__WHAT IS NEEDED__: Extract exactly the range of lines bounded by the line containing "Annotate the street" and the final line of the listing, both ends included, and no other lines.

=-=-=-=-=

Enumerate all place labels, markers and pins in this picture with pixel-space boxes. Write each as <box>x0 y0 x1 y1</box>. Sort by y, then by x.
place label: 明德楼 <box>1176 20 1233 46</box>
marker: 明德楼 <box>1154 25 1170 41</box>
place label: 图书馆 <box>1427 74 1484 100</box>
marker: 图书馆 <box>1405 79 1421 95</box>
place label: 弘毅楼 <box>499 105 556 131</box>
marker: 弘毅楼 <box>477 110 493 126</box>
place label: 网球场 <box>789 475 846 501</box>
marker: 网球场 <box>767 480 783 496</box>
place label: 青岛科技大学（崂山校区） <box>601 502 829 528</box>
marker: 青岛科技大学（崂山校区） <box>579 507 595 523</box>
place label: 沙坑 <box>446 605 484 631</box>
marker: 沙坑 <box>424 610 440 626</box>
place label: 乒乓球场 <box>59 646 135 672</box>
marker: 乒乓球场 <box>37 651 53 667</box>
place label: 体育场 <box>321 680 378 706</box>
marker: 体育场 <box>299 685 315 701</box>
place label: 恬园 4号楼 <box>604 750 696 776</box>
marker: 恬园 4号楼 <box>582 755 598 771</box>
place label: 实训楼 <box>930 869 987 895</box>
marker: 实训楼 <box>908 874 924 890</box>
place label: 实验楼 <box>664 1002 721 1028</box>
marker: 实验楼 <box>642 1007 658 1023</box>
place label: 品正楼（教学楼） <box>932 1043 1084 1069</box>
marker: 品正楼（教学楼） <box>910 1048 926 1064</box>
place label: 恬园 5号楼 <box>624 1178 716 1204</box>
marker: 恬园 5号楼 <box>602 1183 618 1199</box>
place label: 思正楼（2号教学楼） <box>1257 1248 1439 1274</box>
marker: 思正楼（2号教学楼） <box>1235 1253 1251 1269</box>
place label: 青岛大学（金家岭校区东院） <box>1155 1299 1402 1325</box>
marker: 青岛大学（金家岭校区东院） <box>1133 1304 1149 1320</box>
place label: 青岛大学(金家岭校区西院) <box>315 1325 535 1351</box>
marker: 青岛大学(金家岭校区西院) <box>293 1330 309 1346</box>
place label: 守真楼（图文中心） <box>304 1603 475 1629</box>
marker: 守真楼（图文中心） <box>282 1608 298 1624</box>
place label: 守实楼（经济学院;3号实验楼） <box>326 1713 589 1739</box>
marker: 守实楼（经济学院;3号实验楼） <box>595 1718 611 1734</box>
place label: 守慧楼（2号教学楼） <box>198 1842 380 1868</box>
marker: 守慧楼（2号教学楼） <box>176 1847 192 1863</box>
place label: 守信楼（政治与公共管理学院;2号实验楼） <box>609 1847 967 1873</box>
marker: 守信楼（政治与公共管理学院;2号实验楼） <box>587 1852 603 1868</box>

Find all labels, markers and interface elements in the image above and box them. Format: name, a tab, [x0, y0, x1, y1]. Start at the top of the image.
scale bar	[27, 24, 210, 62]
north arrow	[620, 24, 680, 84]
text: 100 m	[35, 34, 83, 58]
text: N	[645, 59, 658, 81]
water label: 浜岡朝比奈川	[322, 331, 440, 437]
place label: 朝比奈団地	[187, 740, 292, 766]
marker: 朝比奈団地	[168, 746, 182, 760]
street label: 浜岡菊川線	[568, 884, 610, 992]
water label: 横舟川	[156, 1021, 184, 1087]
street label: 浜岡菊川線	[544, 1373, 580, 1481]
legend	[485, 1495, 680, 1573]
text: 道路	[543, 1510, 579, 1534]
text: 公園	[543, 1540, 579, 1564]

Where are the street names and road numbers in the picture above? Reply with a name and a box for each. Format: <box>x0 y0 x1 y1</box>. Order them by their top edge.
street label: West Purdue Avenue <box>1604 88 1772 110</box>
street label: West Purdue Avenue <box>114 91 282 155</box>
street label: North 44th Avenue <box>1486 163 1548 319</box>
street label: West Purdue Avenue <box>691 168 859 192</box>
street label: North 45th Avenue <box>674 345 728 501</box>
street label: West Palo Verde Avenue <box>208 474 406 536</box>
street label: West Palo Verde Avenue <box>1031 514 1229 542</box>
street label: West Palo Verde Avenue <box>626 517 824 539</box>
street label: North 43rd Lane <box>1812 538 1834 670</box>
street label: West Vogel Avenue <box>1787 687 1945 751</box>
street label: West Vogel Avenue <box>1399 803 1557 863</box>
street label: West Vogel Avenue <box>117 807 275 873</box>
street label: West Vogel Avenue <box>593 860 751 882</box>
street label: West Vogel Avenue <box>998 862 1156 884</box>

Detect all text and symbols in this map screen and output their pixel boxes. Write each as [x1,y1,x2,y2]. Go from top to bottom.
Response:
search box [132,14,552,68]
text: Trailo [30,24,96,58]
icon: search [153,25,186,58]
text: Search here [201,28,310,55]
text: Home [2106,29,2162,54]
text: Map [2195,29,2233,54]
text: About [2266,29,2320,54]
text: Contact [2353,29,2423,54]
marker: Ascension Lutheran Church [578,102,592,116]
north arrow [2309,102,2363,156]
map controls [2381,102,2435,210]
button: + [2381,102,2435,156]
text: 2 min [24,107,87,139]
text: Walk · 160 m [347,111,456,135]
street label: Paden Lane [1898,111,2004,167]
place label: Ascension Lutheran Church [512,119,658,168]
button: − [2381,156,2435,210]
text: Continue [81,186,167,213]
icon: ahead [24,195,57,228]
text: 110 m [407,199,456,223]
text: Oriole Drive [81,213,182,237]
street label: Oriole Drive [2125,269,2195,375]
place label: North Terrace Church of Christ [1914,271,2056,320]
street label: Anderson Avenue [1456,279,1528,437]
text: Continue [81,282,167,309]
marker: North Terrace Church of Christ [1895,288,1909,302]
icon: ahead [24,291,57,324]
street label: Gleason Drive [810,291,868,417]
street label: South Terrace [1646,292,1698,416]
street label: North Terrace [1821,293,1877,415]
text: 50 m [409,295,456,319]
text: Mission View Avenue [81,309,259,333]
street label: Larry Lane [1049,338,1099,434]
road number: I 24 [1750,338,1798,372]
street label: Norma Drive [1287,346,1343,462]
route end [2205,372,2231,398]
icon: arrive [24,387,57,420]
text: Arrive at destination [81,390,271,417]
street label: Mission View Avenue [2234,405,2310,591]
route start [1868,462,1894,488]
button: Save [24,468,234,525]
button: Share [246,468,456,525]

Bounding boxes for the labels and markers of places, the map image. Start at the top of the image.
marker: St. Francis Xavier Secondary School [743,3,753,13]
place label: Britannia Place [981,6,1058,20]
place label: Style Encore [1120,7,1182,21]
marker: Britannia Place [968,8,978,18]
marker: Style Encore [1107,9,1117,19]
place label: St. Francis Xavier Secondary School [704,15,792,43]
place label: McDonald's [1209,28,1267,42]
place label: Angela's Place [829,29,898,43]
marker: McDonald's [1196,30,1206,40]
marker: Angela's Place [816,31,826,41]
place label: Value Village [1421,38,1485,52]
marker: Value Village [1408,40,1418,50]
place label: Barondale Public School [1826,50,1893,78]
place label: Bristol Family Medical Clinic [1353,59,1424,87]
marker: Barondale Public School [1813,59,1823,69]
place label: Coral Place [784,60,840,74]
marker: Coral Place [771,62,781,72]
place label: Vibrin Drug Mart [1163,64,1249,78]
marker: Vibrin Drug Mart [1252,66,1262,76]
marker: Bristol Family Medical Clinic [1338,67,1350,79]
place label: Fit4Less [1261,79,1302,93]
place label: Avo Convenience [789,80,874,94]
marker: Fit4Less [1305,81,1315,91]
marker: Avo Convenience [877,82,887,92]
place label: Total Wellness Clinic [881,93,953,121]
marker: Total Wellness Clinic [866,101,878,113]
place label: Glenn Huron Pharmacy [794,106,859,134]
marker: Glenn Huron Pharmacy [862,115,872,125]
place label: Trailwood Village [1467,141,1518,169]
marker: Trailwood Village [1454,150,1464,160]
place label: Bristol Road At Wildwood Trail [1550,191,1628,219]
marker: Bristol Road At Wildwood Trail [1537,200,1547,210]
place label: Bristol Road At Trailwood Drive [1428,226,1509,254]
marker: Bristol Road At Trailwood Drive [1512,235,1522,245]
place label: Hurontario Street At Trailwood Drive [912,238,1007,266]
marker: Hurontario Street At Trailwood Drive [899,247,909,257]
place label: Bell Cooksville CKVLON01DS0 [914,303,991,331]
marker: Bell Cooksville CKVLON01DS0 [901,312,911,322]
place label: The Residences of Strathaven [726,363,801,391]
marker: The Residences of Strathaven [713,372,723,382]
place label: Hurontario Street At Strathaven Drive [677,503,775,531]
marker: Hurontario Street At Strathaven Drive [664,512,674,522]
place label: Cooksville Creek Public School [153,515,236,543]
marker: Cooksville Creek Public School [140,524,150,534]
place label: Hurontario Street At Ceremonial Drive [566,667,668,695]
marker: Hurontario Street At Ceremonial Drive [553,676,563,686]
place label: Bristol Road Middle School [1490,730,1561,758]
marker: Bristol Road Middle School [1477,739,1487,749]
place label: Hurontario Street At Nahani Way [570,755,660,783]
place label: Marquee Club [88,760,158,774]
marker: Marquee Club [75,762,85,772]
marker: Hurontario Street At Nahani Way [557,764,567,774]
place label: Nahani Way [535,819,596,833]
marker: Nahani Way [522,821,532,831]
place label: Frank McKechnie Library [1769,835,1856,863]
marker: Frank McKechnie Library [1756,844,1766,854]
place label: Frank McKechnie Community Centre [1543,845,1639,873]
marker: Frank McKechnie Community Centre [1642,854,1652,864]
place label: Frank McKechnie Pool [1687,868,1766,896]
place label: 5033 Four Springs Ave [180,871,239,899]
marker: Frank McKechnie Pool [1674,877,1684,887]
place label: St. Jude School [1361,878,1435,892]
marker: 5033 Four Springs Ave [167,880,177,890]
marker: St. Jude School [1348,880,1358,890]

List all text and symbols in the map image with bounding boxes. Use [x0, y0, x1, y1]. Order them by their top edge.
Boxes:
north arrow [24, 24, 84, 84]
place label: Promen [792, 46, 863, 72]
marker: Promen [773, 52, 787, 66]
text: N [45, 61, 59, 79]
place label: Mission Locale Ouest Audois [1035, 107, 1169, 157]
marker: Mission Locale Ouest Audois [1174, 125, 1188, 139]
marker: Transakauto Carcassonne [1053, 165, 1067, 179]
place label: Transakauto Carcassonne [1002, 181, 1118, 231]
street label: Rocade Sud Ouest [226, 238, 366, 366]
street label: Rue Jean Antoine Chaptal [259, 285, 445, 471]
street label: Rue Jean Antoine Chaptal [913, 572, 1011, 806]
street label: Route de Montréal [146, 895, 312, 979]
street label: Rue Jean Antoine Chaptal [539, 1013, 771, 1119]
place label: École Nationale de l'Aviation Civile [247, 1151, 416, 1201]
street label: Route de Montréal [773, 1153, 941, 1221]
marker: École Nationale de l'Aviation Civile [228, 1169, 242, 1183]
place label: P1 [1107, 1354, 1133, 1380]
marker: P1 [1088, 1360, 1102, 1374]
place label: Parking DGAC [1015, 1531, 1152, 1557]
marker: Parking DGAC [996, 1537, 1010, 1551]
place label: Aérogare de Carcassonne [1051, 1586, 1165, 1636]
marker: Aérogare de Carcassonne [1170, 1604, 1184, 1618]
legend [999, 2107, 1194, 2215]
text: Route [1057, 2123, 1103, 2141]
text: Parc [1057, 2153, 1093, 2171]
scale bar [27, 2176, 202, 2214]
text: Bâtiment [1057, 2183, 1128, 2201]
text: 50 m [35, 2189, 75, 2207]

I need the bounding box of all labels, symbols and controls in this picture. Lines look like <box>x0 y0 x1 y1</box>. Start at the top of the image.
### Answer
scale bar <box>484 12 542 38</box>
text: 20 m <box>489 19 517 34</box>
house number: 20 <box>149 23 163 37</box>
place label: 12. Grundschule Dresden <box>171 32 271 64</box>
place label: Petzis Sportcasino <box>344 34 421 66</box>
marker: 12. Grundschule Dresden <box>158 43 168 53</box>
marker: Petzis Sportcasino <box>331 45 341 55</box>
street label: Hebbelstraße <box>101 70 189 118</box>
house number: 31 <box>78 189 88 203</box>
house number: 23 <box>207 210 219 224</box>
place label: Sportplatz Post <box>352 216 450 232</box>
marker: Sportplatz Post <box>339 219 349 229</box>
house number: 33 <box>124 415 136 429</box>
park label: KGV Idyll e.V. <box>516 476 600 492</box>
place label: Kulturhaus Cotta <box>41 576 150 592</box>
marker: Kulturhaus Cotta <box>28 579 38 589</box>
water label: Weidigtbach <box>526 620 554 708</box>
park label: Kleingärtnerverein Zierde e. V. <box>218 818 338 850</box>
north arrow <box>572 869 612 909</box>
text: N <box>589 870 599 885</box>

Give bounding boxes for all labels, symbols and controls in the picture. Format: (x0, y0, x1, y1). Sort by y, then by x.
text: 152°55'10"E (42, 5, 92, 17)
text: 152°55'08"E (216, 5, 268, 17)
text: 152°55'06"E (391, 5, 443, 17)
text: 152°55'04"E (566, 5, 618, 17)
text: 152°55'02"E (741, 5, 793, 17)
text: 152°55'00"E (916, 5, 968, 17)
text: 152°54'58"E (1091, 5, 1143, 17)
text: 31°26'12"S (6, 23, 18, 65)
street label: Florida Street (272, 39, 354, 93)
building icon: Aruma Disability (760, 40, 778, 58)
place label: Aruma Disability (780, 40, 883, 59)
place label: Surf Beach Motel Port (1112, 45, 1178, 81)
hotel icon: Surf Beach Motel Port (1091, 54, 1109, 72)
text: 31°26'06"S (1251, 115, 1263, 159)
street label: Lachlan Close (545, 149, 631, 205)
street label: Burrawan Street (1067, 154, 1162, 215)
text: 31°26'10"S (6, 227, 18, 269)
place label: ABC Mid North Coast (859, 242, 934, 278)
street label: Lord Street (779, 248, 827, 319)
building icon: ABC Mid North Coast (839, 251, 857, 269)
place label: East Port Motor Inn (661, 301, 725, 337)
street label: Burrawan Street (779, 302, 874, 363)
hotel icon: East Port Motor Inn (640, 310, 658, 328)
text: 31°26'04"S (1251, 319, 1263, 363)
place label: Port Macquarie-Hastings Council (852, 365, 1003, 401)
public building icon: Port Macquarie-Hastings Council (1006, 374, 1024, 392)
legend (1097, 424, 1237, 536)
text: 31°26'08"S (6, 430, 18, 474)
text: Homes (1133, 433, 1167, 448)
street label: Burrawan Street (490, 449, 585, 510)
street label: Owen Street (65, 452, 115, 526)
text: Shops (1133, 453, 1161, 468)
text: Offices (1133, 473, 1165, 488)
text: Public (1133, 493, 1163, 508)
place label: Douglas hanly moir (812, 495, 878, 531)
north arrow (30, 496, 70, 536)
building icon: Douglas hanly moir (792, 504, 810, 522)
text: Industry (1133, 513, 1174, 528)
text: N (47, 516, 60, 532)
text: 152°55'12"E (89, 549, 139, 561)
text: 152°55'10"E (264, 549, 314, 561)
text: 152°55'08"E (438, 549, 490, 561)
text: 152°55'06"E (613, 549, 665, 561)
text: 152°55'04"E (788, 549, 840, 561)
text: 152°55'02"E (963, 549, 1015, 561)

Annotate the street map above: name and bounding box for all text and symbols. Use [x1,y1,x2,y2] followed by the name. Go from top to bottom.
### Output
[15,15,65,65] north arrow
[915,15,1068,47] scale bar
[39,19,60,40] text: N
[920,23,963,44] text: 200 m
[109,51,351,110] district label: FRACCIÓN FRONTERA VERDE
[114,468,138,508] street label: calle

=-=-=-=-=

__ANSWER TO THIS EXERCISE__:
Annotate the street map above: name and bounding box for all text and symbols. Use [x1,y1,x2,y2] followed by the name. Go from top to bottom.
### Output
[15,15,65,65] north arrow
[915,15,1068,47] scale bar
[39,19,60,40] text: N
[920,23,963,44] text: 200 m
[109,51,351,110] district label: FRACCIÓN FRONTERA VERDE
[114,468,138,508] street label: calle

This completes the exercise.